Collected data:
····················

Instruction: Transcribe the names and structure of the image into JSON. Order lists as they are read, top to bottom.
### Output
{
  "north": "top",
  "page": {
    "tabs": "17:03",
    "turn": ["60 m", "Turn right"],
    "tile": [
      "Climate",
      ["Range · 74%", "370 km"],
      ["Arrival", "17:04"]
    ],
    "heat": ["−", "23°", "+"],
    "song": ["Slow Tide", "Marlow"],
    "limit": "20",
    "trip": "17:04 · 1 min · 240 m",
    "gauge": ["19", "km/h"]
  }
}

····················

TASK STATEMENT: Reproduce the entries so that each line reads exactly as it did before.

ANSWER SPACE:
Instruction: Transcribe the names and structure of the image into JSON. Order lists as they are read, top to bottom.
### Output
{
  "north": "top",
  "page": {
    "tabs": "17:03",
    "turn": ["60 m", "Turn right"],
    "tile": [
      "Climate",
      ["Range · 74%", "370 km"],
      ["Arrival", "17:04"]
    ],
    "heat": ["−", "23°", "+"],
    "song": ["Slow Tide", "Marlow"],
    "limit": "20",
    "trip": "17:04 · 1 min · 240 m",
    "gauge": ["19", "km/h"]
  }
}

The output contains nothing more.